To be sure, capitalism is a lot of industriousness and intelligence, but it’s a lot of dumb luck too, being at the right place/time.
If Bill Gates, Jeff Bezos and Mark Zuckerberg had’ve been struck by lightning before becoming billionaires, someone would’ve come along with about as good a product, perhaps even better months, maybe even just weeks later to fill that niche, but because they weren’t, Bill, Jeff and Mark are billionaires, and their former competitors, about as industrious and intelligent as they are, may only be middle or even working class.
It’s because of how modern free markets works, with intellectual property and mass production.
If something’s first, the best or one of, it spreads everywhere, and a handful of families end up controlling a sector of the economy, even tho they may only be a little better at what they do.
And they just get better and better at what they do, buying up the competition and hiring more and more people who’re good at what they do.
It’ll be next to impossible to meaningfully compete with them.
It’s a casino economy, winner takes all, losers get nothing or scraps.
Even some libertarians argue intellectual property is a violation of our rights.
Some individualists argue property that’s never been or couldn’t possibly be routinely physically occupied or used by the owner should be considered abandoned, up for grabs, even if they pay taxes on it.
Now, we don’t have to take it that far, but in exchange for permitting the existence of intellectual property, a social construct, a coercive monopolization (copying what people do is not a forceful, fraudulent or violent act), the property should partly belong to us all i.e. social corporatism.
Bill Gates may be superior to the vast majority of workers, but is he really millions of times superior?
Is he God?
No, but he’s millions of times wealthier, so wealth is not necessarily an accurate representation of value.
I’m not claiming all individuals are equal, I’m not saying all classes are equal.
It’s impossible for anyone or anything to be equal.

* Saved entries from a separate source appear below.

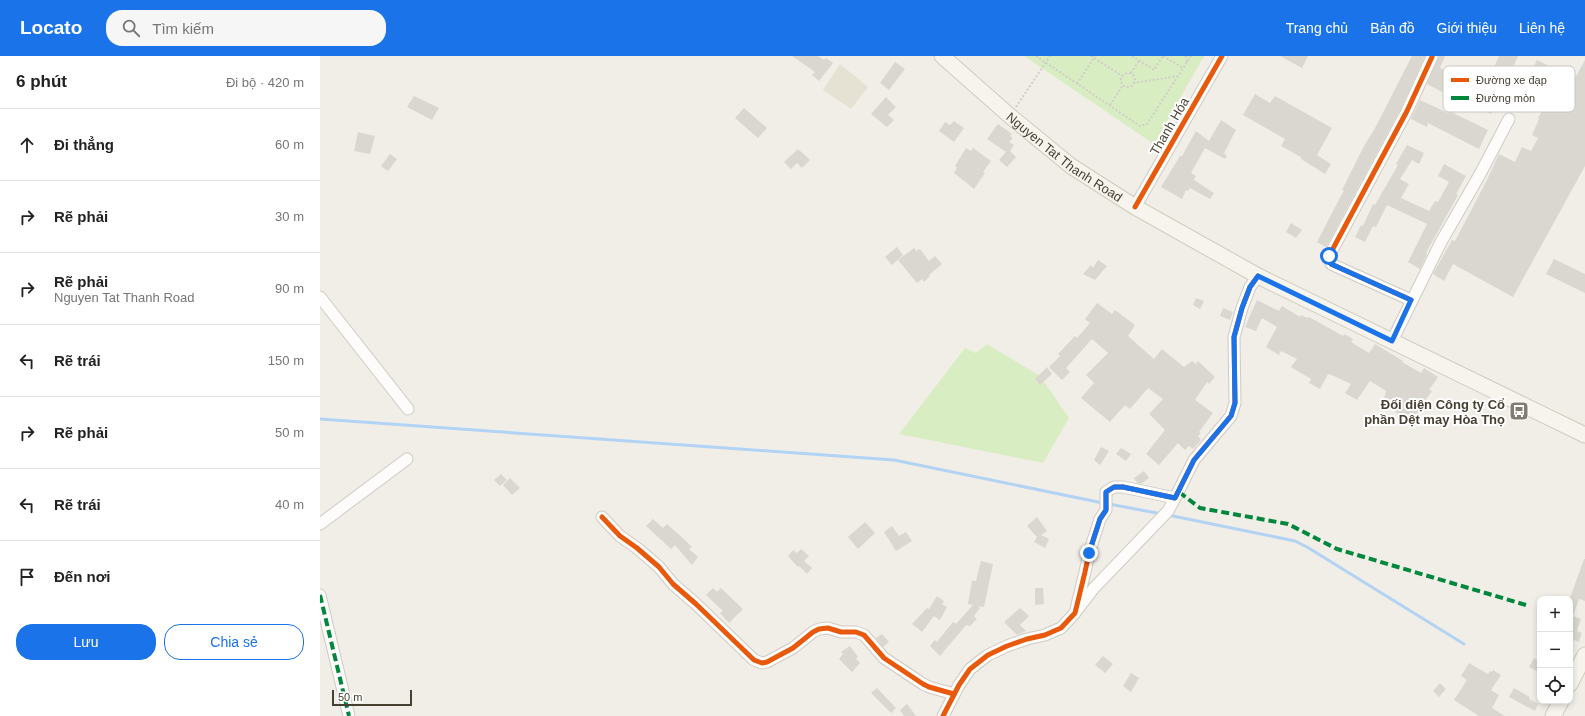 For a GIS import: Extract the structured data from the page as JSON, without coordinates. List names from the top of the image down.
{
  "streets": {
    "main road": ["Nguyen Tat Thanh Road"],
    "street": ["Thanh Hóa"]
  },
  "crossings": [
    ["Thanh Hóa", "Nguyen Tat Thanh Road"]
  ],
  "places": {
    "bus stop": ["Đối diện Công ty Cổ phần Dệt may Hòa Thọ"]
  },
  "legend": ["Đường xe đạp", "Đường mòn"],
  "scale_bar": "50 m",
  "page": {
    "header": "Locato",
    "search": "Tìm kiếm",
    "nav": [
      "Trang chủ",
      "Bản đồ",
      "Giới thiệu",
      "Liên hệ"
    ],
    "heading": ["6 phút", "Đi bộ · 420 m"],
    "list": [
      ["Đi thẳng", "60 m"],
      ["Rẽ phải", "30 m"],
      ["Rẽ phải", "Nguyen Tat Thanh Road", "90 m"],
      ["Rẽ trái", "150 m"],
      ["Rẽ phải", "50 m"],
      ["Rẽ trái", "40 m"],
      "Đến nơi"
    ],
    "map_buttons": ["+", "−"],
    "buttons": ["Lưu", "Chia sẻ"],
    "scale": "50 m"
  }
} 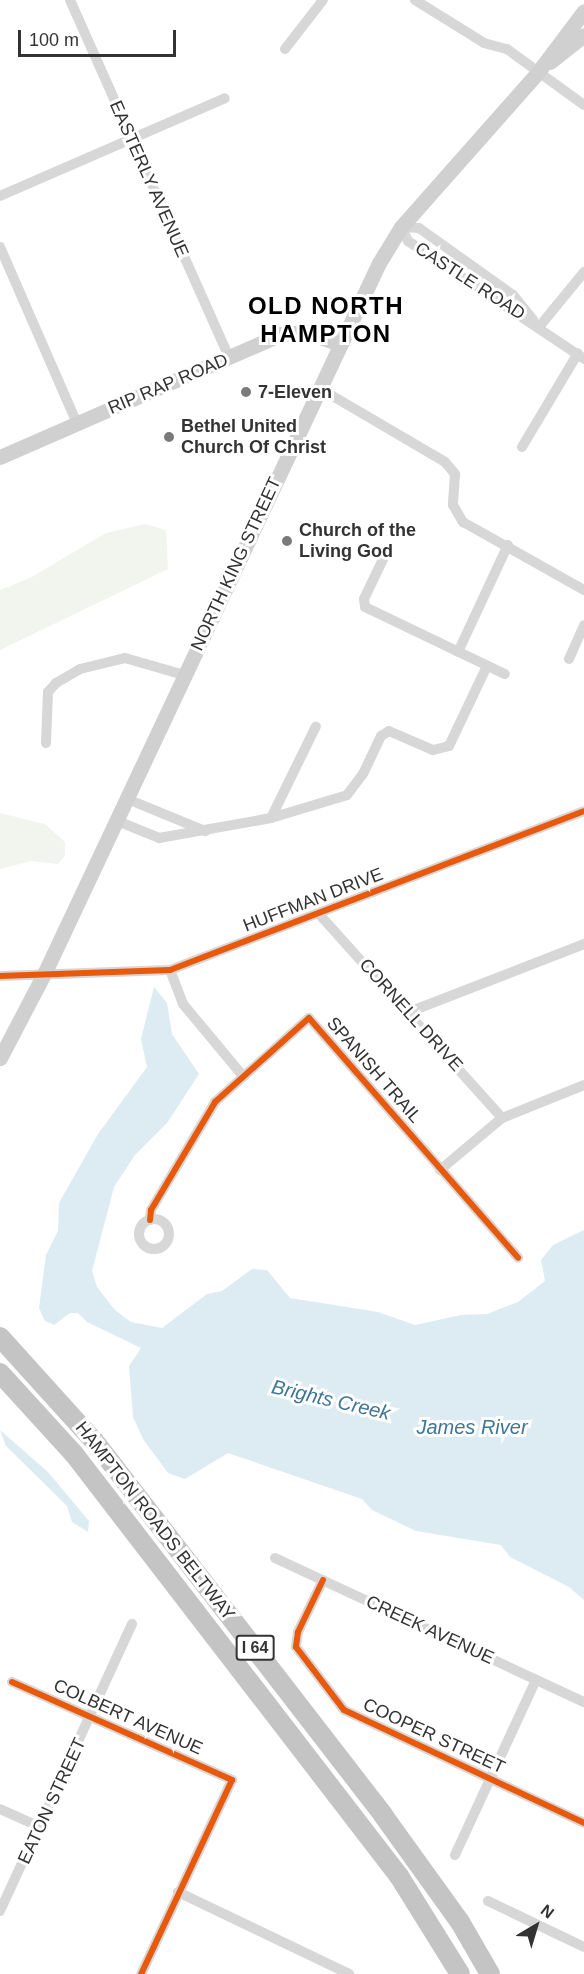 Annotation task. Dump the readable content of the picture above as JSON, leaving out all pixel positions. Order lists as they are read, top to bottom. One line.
{"streets":{"highway":["HAMPTON ROADS BELTWAY","I 64"],"main road":["RIP RAP ROAD","NORTH KING STREET"],"street":["EASTERLY AVENUE","CASTLE ROAD","HUFFMAN DRIVE","CORNELL DRIVE","SPANISH TRAIL","CREEK AVENUE","COLBERT AVENUE","COOPER STREET","EATON STREET"]},"crossings":[["EASTERLY AVENUE","RIP RAP ROAD"],["CASTLE ROAD","NORTH KING STREET"],["RIP RAP ROAD","NORTH KING STREET"],["NORTH KING STREET","HUFFMAN DRIVE"],["HUFFMAN DRIVE","CORNELL DRIVE"],["CREEK AVENUE","COOPER STREET"],["COLBERT AVENUE","EATON STREET"]],"districts":["OLD NORTH HAMPTON"],"water":["Brights Creek","James River"],"places":["7-Eleven","Bethel United Church Of Christ","Church of the Living God"],"scale_bar":"100 m","north":"top right"} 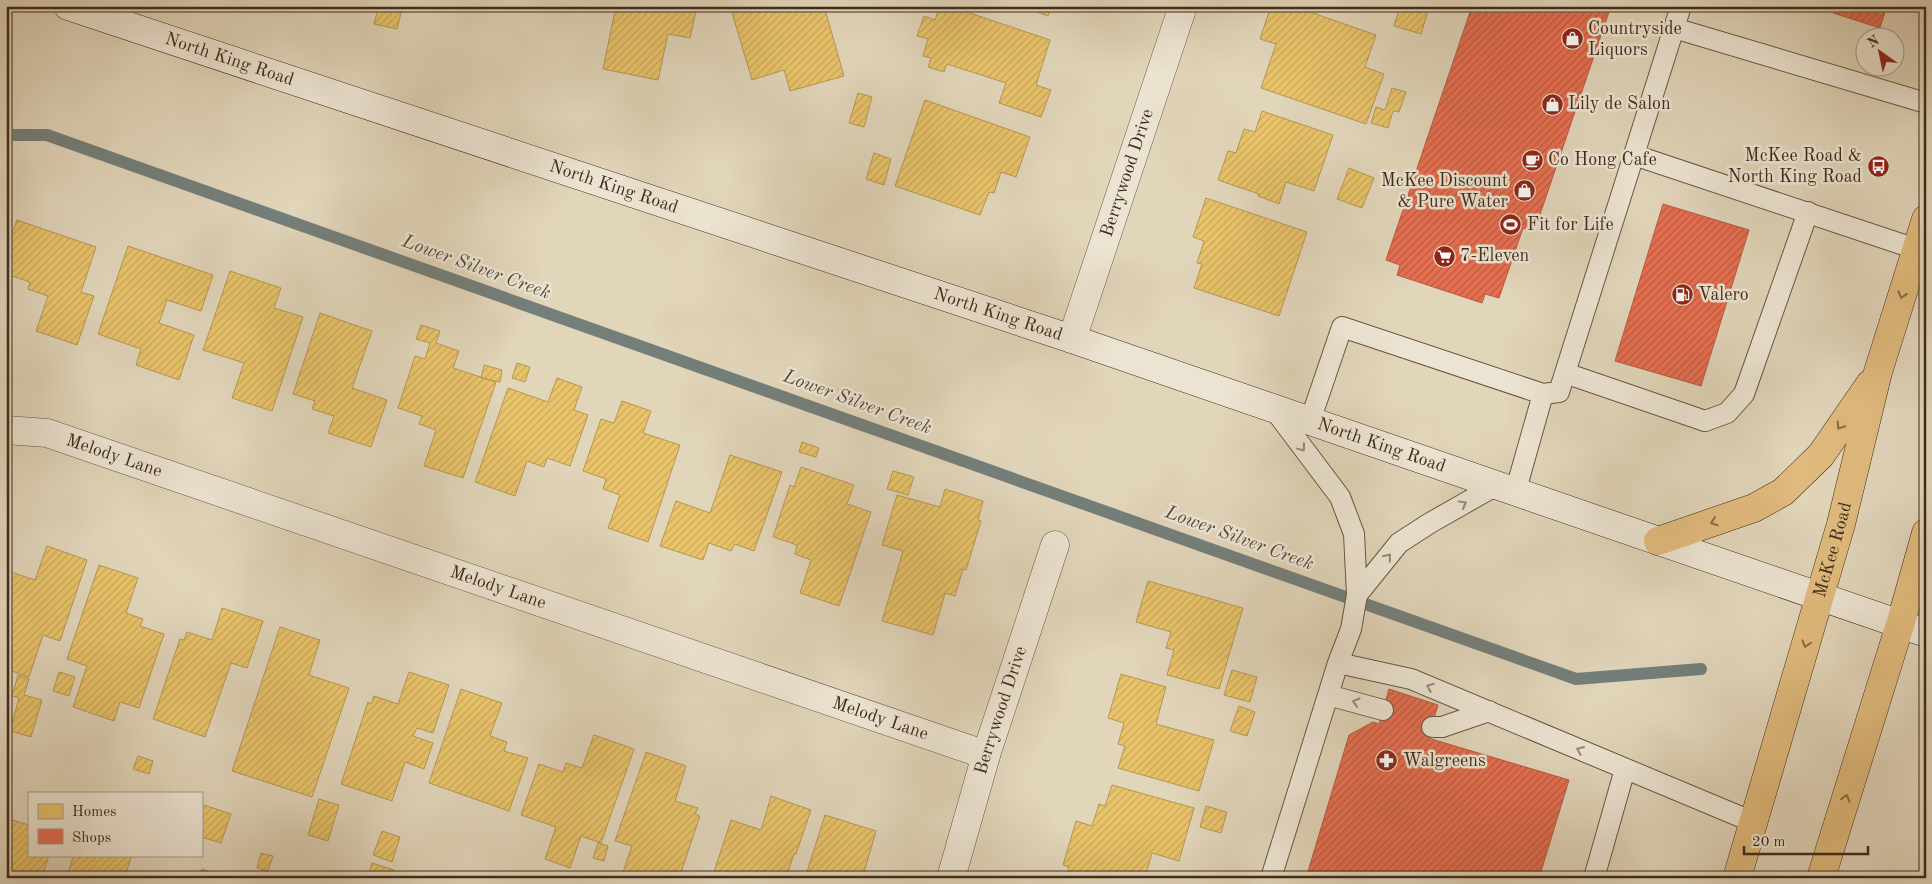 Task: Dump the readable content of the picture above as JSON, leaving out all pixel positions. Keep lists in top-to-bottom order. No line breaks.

The working class are more beneficially productive than the underclass, the lower middle class, when taken as a whole, are probably more beneficially productive than the working class, the middle class more than the lower middle and so on, but once you become upper class, the richest 1%, or the overclass, the richest 1 10th of 1%, arguably things tend to get screwy, and wealth is no longer a reliable measure of a person’s value.